I have no idea who any of those celebrities are except Peter Mayhew and Marina Sirtis. Is she not well or something? I just saw she's going to be the voice of Queen Bee in Young Justice. I love it when disparate nerd universe connect in random ways.

Diabolu Frank said...

Sorry Liss, but that was just a case of rude dude evaluation. "Holding up" just means Sirtis is still attractive at 56. James Hampton was the dad in the first "Teen Wolf" movie. Sean Maher was the doctor on "Firefly/Serenity." Sam Trammell plays Sam the were-hound on "True Blood." Edward James Olmos is a major Latino star of the last thirty years, but may be best knows as Adama from the "Battlestar: Galactica" reboot.

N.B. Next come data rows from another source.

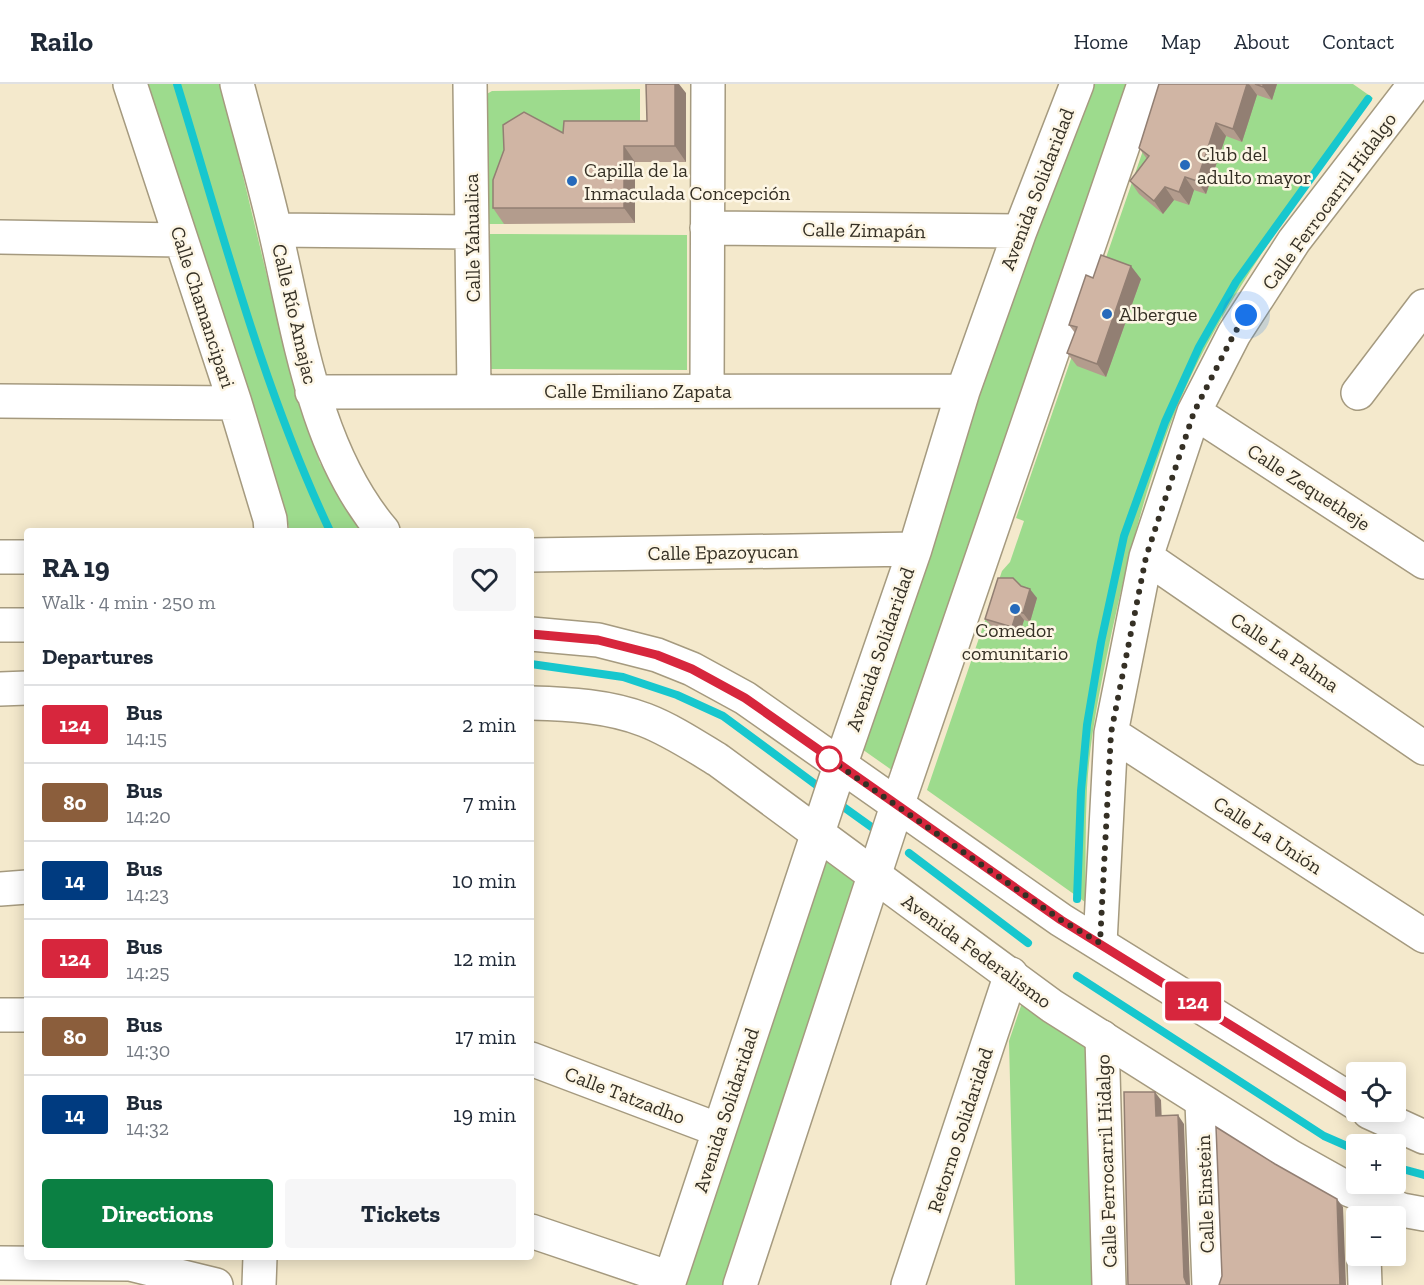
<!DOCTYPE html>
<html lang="en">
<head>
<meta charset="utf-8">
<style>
	:root { --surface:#fff; --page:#f6f6f7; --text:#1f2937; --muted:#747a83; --line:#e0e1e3; --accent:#0b8043 }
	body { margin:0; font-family:"Zilla Slab",serif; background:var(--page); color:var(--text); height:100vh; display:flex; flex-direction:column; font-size:22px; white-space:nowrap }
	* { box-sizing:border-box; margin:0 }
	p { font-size:20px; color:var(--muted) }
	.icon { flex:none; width:33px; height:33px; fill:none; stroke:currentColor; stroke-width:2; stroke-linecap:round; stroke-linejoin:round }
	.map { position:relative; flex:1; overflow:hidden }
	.panel { position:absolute; left:24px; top:444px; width:510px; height:732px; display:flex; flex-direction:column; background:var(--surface); border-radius:6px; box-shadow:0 3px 15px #0003 }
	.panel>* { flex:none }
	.badge { padding:0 12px; border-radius:4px; font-size:21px; line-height:39px }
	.fabs { position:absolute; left:1346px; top:978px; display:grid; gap:12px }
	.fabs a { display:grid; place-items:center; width:60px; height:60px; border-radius:6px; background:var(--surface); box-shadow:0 3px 15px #0003; font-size:30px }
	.you { position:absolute; width:30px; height:30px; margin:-15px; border:4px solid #fff; border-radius:50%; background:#1a73e8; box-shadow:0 0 0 9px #1a73e833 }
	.map>.badge { position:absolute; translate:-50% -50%; box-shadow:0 0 0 3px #fff }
	h2 { padding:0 18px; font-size:22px; line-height:54px }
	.round { display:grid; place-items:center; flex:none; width:63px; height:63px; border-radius:6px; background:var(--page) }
	.summary { display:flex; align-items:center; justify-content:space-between; height:102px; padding:0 18px }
	h1 { font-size:28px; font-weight:700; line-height:45px }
	.cta { display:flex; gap:12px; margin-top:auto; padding:12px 18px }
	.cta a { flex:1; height:69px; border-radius:6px; background:var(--accent); color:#fff; font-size:24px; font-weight:700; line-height:69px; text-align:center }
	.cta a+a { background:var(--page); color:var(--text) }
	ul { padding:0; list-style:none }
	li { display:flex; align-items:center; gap:18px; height:78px; padding:0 18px; border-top:2px solid var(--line) }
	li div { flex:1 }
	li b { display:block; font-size:22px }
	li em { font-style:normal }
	li .badge { min-width:66px; font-weight:700; text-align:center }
	header { display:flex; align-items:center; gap:36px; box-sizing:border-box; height:84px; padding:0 30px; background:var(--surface); border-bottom:2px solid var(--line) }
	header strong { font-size:28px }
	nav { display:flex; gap:33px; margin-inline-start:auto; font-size:21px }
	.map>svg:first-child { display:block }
	.green { fill:#9ddb8d }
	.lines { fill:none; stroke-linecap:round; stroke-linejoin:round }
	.stream { stroke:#17c7ce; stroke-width:8 }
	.minor-casing { stroke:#a59a7f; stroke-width:36 }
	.major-casing { stroke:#a59a7f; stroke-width:36 }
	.minor { stroke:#fff; stroke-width:33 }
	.major { stroke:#fff; stroke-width:33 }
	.wall { fill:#b39c8d }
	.shaded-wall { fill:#927f73 }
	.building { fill:#d0b5a4; stroke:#927f73; stroke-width:1.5 }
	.line-casing { stroke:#fff; stroke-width:14 }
	.line { stroke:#d7263d; stroke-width:9 }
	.walk { stroke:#353025; stroke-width:6; stroke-dasharray:0 10.8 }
	.poi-dot { fill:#266abb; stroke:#fdf6e5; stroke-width:2 }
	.stop-dot { fill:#fff; stroke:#d7263d; stroke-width:3 }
	.labels { text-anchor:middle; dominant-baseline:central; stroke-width:5; stroke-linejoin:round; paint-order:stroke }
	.poi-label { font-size:20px; fill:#353025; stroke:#fdf6e5; text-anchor:start }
	.street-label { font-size:20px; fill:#353025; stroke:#fdf6e5 }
</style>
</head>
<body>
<header>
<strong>Railo</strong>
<nav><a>Home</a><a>Map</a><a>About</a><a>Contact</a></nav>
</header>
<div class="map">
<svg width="1424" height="1201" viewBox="0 0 1424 1201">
	<rect width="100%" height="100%" fill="#f4e9cc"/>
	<path class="green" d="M 144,0 L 221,0 L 289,284 L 320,379 L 352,429 L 368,447 L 290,447 L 283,421 Z
		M 1083,0 L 1127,0 L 896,689 L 859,663 Z
		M 1166,0 L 1353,0 L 1373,14 C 1308,103 1239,192 1191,292 C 1153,372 1131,460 1112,547 C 1101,599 1090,651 1087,704 C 1085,742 1086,780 1085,818 L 927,706 L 1002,487 L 1010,478 L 1024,437 L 1016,434 Z
		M 640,5 L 640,50 L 504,111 L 504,140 L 485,140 L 485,11 L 492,7 Z
		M 490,150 L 687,151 L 687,286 L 489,285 Z
		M 825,767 L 860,794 L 725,1201 L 681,1201 Z
		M 1023,916 L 1090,960 L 1097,1201 L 1015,1201 L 1009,957 Z"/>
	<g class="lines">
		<path class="stream" d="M 177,0 C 223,150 263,305 330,447
			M 531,580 L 623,593 L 677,611 L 723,632 L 819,703
			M 838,719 L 877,747
			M 909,769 L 1028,859
			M 1077,815 L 1081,707 L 1087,641 L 1101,558 L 1124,452 L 1165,338 L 1199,263 L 1236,198 L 1368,15
			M 1077,892 L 1324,1052 L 1356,1066
			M 1395,1083 L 1424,1091"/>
		<g class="minor-casing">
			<path id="minor" d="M 130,0 L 235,319 L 270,435 L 271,447
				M 237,0 C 250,50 265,100 276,150 C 299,249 315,367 383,447
				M 470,0 L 474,308
				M 707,144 L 1020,147
				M 276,146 L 472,148
				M 0,153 L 180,156
				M 707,307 L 708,0
				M 312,308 L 963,307
				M 1358,309 L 1424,222
				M 0,317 L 235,319
				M 1194,328 L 1424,478
				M 531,471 L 915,465
				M 0,473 L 27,473
				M 1146,473 L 1424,664
				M 1111,649 L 1424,852
				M 0,805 L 27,803
				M 1100,859 L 1111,649 L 1146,473 L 1194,328 L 1234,250 L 1294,157 L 1415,0
				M 0,931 L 27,931
				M 1102,953 L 1109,1201
				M 531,975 L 719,1046
				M 1202,1018 L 1209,1201
				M 531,1147 L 670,1194
				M 1364,1172 L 1365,1201
				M 0,1179 L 130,1180 L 216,1201
				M 259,1201 L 260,1173
				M 668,1201 L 840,682 L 915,465 L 963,307 L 1020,147 L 1077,0
				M 740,1201 L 897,722 L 1144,0
				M 908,1201 L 1011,890"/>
		</g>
		<g class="major-casing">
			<path id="major" d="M 0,541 L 27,541
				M 531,550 L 598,556 L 657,571 L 692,585 L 745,614 L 1061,836 L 1356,1019
				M 0,605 L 27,604
				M 531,619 C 569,620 609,622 645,636 C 671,646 695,662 718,676 L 1052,922 L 1291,1073 L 1350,1106 L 1402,1126 L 1424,1130
				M 1369,1028 L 1424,1053"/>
		</g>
		<use href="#minor" class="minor"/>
		<use href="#major" class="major"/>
	</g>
	<path class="wall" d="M 1159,0 L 1277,0 L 1272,16 L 1257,11 L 1242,58 L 1226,52 L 1206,110 L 1194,106 L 1189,121 L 1174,116 L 1163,130 L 1139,110 L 1130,97 L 1147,75 L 1139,64 Z
		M 686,9 L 686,78 L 635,78 L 635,139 L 504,140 L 493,124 L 647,37 Z
		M 1093,194 L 1141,195 L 1106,293 L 1077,282 L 1067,269 L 1075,249 L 1069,241 Z
		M 1021,502 L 1037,514 L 1030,538 L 1024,536 L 1019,552 L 992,543 L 985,535 Z"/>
	<path class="shaded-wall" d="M 675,0 L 679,0 L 686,9 L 686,78 L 675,62 Z
		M 1247,0 L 1249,0 L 1257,11 L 1242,58 L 1233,45 Z
		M 1263,0 L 1277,0 L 1272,16 L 1263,3 Z
		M 1216,39 L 1226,52 L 1206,110 L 1197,97 Z
		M 624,62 L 635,78 L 635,139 L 624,124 Z
		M 1185,93 L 1194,106 L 1189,121 L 1179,108 Z
		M 1165,103 L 1174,116 L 1163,130 L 1154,117 Z
		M 1131,182 L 1141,195 L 1106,293 L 1097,280 Z
		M 1030,505 L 1037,514 L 1030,538 L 1023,529 Z
		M 1017,527 L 1024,536 L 1019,552 L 1012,543 Z
		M 1155,1008 L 1161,1016 L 1162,1040 L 1156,1032 Z
		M 1178,1031 L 1184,1040 L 1190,1201 L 1187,1201 L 1184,1193 Z
		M 1337,1115 L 1343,1123 L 1346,1201 L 1340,1201 Z"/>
	<path class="building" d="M 646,0 L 675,0 L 675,62 L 624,62 L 624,124 L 493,124 L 493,96 L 504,66 L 503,41 L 524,28 L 563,49 L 564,37 L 647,37 Z
		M 1159,0 L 1247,0 L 1233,45 L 1216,39 L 1197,97 L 1185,93 L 1179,108 L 1165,103 L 1154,117 L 1130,97 L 1149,72 L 1139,64 Z
		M 1255,0 L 1263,0 L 1263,3 Z
		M 1101,171 L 1131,182 L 1097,280 L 1067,269 L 1077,243 L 1069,241 L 1086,191 L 1093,194 Z
		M 998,494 L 1013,494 L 1021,502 L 1030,505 L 1023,529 L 1017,527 L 1012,543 L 985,535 Z
		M 1124,1008 L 1155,1008 L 1156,1032 L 1178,1031 L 1184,1193 L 1187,1201 L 1128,1201 Z
		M 1216,1043 L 1275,1080 L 1337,1115 L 1340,1201 L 1219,1201 L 1222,1192 Z"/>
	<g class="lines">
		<g class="line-casing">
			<path id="line" d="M 531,550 L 598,556 L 657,571 L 692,585 L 745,614 L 1061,836 L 1356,1019"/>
		</g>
		<use href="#line" class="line"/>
		<path class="walk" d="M 829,675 L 821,669 L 1061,836 L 1100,859 L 1111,649 L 1146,473 L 1194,328 L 1234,250 L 1246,231"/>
	</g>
	<g class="poi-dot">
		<circle cx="1185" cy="81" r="6"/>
		<circle cx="572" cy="97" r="6"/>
		<circle cx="1107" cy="230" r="6"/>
		<circle cx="1015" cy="525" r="6"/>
	</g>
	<circle class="stop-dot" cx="829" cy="675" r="12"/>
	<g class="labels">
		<g class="poi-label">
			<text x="1197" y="70">Club del<tspan x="1197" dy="23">adulto mayor</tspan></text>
			<text x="584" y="86">Capilla de la<tspan x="584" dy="23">Inmaculada Concepción</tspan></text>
			<text x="1119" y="230">Albergue</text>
			<text x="1015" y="546" text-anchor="middle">Comedor<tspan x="1015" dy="23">comunitario</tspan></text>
		</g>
		<g class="street-label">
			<text transform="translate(1037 105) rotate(-69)">Avenida Solidaridad</text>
			<text transform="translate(1329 117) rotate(-54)">Calle Ferrocarril Hidalgo</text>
			<text transform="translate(864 146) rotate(1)">Calle Zimapán</text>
			<text transform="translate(472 154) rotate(-91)">Calle Yahualica</text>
			<text transform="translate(203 223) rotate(72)">Calle Chamancipari</text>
			<text transform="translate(295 230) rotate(77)">Calle Río Amajac</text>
			<text x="638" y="307">Calle Emiliano Zapata</text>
			<text transform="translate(1309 403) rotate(33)">Calle Zequetheje</text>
			<text transform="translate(723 468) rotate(-1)">Calle Epazoyucan</text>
			<text transform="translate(880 565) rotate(-71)">Avenida Solidaridad</text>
			<text transform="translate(1285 568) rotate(34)">Calle La Palma</text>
			<text transform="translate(1268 751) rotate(33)">Calle La Unión</text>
			<text transform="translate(977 867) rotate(36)">Avenida Federalismo</text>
			<text transform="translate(625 1011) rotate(21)">Calle Tatzadho</text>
			<text transform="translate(726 1026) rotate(-72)">Avenida Solidaridad</text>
			<text transform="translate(960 1046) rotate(-72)">Retorno Solidaridad</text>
			<text transform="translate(1106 1077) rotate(-92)">Calle Ferrocarril Hidalgo</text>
			<text transform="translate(1205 1110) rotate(-92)">Calle Einstein</text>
		</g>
	</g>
</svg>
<div class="fabs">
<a><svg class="icon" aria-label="locate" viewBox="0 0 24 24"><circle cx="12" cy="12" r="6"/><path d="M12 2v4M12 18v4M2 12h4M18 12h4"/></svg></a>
<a>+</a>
<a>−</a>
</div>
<div class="you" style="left:1246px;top:231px"></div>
<b class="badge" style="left:1193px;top:917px;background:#d7263d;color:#fff">124</b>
<section class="panel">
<div class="summary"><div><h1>RA 19</h1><p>Walk · 4 min · 250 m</p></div><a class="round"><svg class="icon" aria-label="heart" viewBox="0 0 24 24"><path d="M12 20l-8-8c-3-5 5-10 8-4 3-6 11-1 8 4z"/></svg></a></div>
<h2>Departures</h2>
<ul>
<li><span class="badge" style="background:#d7263d;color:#fff">124</span><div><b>Bus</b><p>14:15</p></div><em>2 min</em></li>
<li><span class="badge" style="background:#8b5e3c;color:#fff">80</span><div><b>Bus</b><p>14:20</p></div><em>7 min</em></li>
<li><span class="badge" style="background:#003b80;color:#fff">14</span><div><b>Bus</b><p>14:23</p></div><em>10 min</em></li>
<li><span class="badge" style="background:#d7263d;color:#fff">124</span><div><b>Bus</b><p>14:25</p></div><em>12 min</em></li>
<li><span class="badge" style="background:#8b5e3c;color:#fff">80</span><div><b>Bus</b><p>14:30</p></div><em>17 min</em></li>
<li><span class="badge" style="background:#003b80;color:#fff">14</span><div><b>Bus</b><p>14:32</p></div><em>19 min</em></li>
</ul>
<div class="cta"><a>Directions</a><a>Tickets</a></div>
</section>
</div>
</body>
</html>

Cons are an experience. It really helps if a) you love haggling over back issues/toys/etc; b) you dig low grade celebrities enough to pay $20-40 for an autograph, c) you enjoy panel discussions, or d) you can appreciate the surreality on a sociological level. As a native Texan, eighty degrees isn't that big a deal, especially when you can leave the showroom to cooler areas like the lounge and panel rooms. I pity the guys trapped at booths to sweat quietly though, or relying on lunches involving $8 slices of pizza and $6 hotdogs. I must say I preferred the hallway artist's alley from last year, as it was more temperate and easily navigable. The halls are something like 50+ feet across, so there was plenty of room.

LissBirds said...

LOL. I see. After I read your post I Googled her to see if something happened to her, and I saw a picture of her and my first reaction was, "Wow, she got old." Irony!

Well, I guess it would be fun on some level to see all those people dressed up, though it always strikes me as kind of awkward.

Did you get any sketches while you were there, or do you have to wait for them to be mailed? I remember you mentioning sketches a little while back.

Diabolu Frank said...

I've got about seven weeks of school to get covered with blog material before the schedule drowns me completely, and six weeks of posts covering my commissions about ready roll. Tuesday should be post #1.